Stored data entries:
▼▼▼

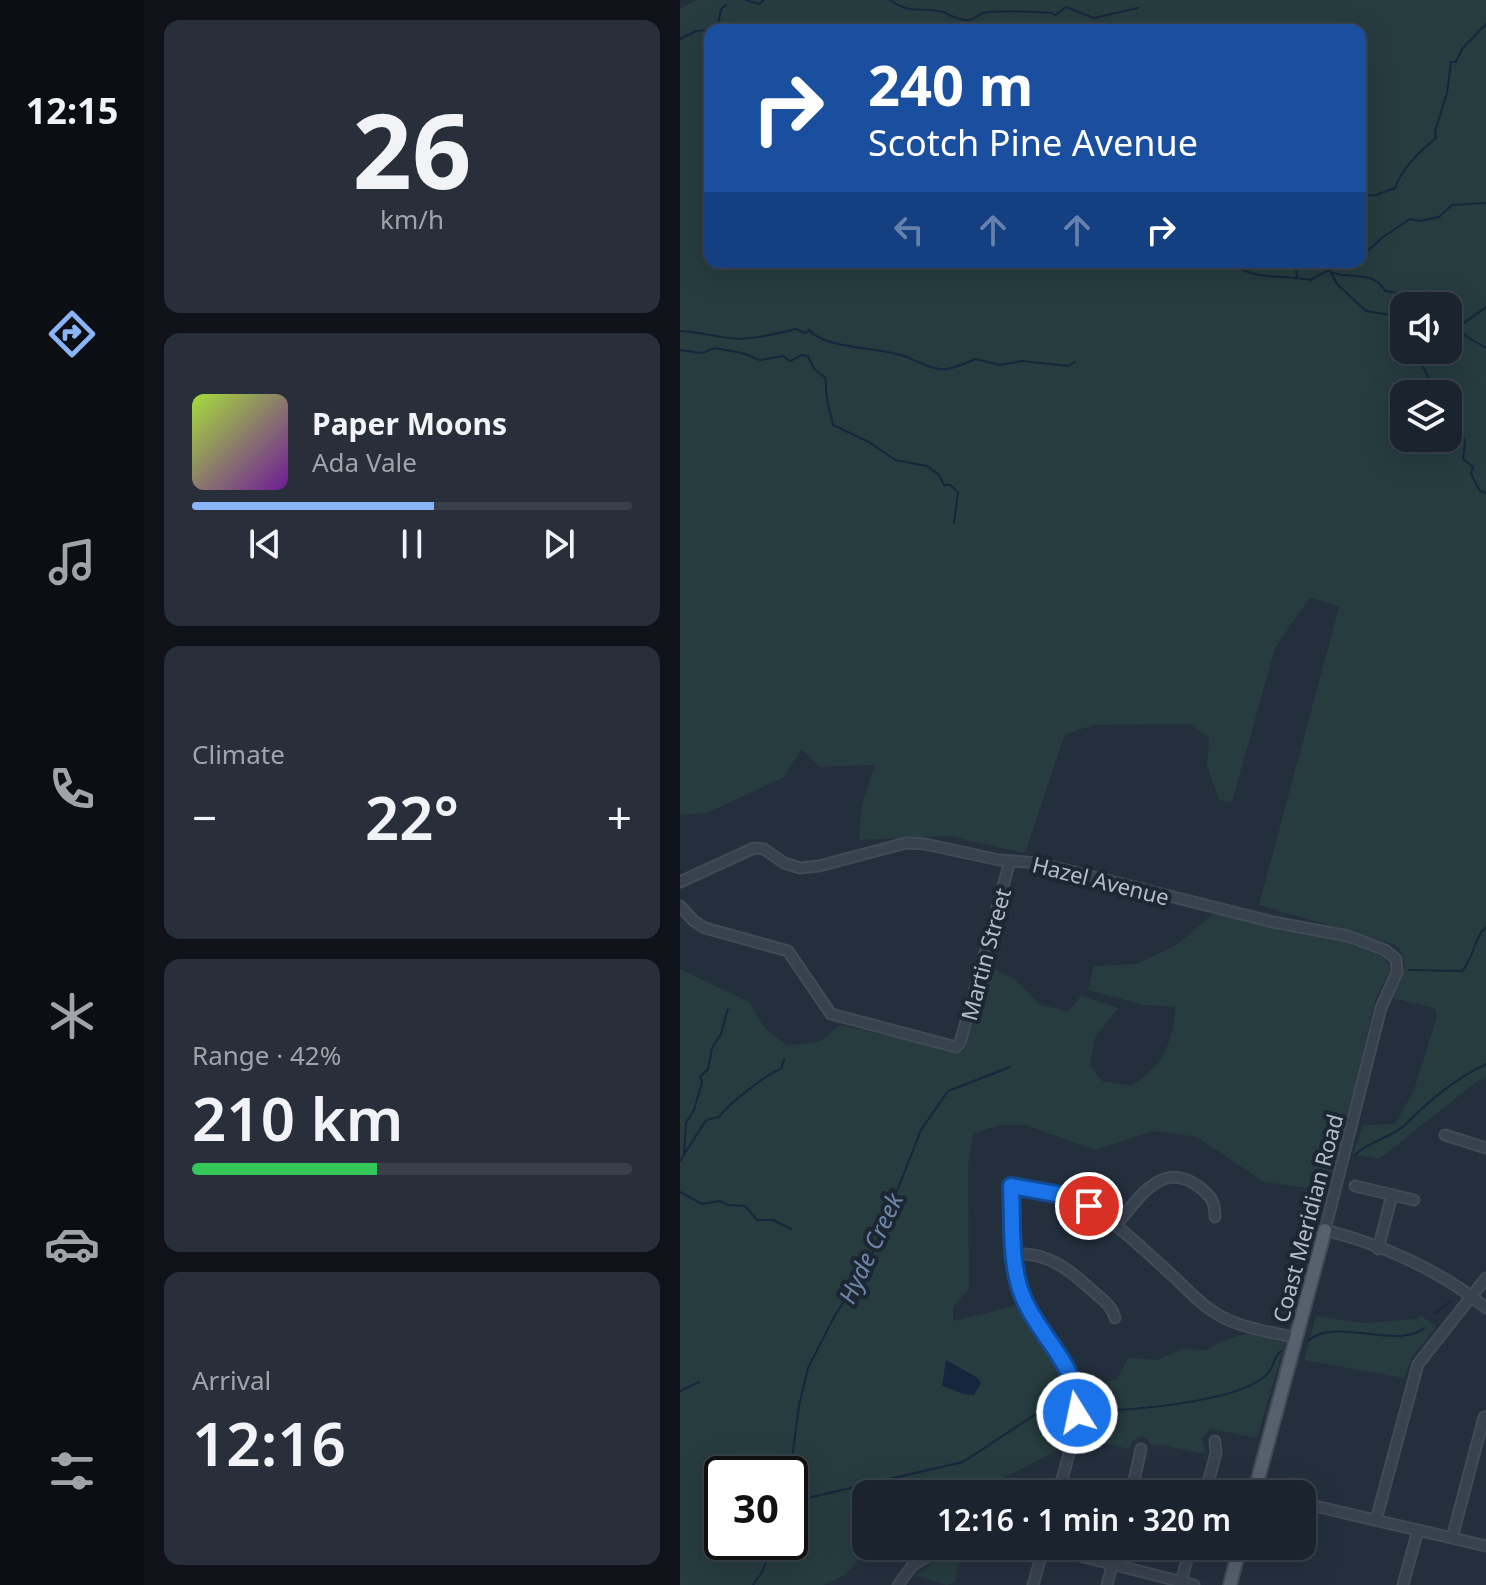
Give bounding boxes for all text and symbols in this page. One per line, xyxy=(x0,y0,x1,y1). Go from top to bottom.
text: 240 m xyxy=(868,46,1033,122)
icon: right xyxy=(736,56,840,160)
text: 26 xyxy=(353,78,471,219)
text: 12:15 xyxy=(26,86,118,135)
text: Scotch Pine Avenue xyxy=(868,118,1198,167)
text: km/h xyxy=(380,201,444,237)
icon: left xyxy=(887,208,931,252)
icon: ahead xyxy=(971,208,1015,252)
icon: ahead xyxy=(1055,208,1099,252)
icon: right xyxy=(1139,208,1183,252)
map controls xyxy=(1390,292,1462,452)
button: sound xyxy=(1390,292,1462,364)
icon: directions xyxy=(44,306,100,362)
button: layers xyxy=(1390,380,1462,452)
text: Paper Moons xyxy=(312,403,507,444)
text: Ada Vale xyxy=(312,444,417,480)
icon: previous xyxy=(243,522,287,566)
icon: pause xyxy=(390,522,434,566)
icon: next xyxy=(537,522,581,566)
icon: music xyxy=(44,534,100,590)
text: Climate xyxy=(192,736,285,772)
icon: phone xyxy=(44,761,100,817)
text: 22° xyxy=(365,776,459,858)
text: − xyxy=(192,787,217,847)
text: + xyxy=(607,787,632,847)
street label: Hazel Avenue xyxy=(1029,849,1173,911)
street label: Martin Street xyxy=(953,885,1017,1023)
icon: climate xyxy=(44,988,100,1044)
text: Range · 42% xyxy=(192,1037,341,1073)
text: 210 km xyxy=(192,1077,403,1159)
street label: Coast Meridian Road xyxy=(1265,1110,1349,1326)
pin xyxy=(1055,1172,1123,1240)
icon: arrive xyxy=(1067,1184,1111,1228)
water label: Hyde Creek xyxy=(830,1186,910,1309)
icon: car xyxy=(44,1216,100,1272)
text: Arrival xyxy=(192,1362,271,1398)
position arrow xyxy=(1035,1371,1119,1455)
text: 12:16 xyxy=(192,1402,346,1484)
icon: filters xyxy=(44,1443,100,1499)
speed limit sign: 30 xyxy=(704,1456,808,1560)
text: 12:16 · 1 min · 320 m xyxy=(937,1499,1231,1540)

▲▲▲
▼▼▼

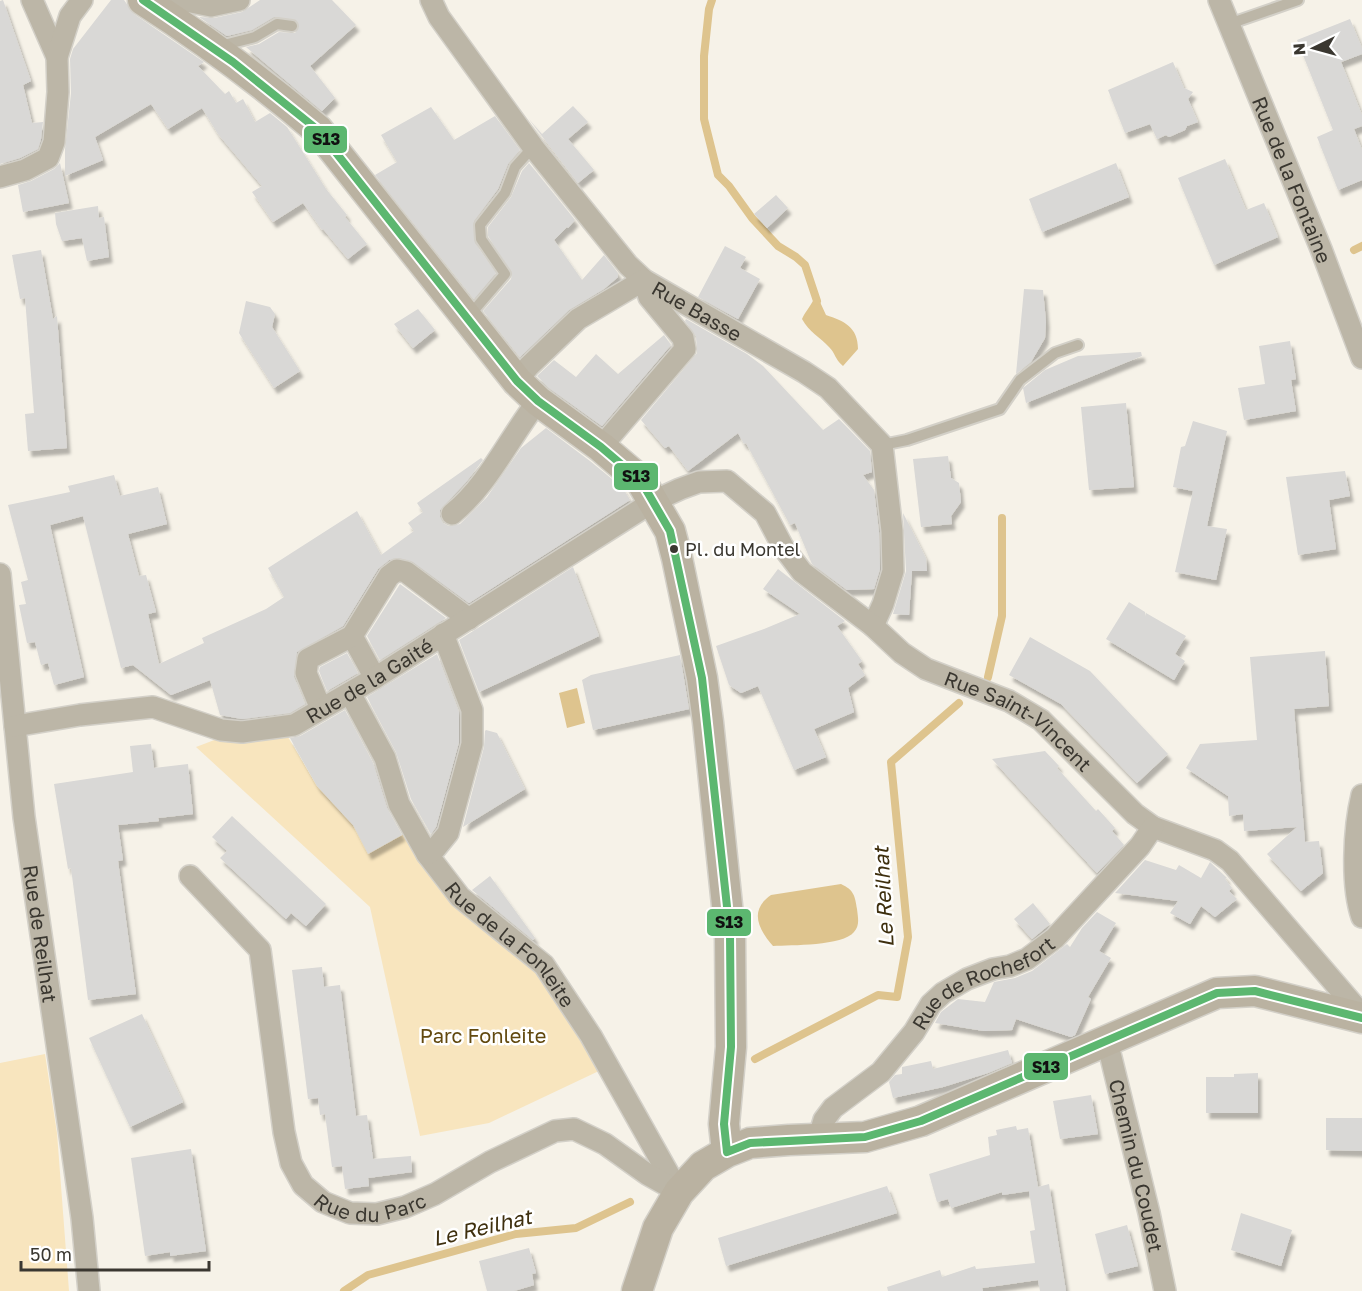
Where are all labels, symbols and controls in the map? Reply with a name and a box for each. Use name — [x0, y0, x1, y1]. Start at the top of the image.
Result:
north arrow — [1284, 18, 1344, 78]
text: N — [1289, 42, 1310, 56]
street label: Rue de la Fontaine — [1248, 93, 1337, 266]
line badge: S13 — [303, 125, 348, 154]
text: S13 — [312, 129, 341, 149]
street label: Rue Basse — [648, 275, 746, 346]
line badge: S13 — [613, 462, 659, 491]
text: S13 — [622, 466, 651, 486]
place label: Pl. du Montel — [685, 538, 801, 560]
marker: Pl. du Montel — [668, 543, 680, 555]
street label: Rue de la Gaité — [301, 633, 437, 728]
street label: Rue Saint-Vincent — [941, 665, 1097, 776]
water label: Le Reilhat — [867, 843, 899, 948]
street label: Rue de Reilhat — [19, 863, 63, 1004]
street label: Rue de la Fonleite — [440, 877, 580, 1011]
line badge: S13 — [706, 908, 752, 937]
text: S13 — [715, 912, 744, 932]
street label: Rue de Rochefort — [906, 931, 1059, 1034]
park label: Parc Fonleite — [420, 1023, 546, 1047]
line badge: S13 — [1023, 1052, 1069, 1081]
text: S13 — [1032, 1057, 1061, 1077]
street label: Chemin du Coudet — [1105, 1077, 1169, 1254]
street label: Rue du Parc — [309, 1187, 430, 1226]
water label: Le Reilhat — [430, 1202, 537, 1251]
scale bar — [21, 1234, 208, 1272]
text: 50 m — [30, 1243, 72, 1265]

▲▲▲

#### Exercise requirements
Check every line of the records above for the string "symbols". Copy those that hold it.

#### Output
Give bounding boxes for all text and symbols in this page. One per line, xyxy=(x0,y0,x1,y1). Go from top to bottom.
Where are all labels, symbols and controls in the map? Reply with a name and a box for each. Use name — [x0, y0, x1, y1]. Start at the top of the image.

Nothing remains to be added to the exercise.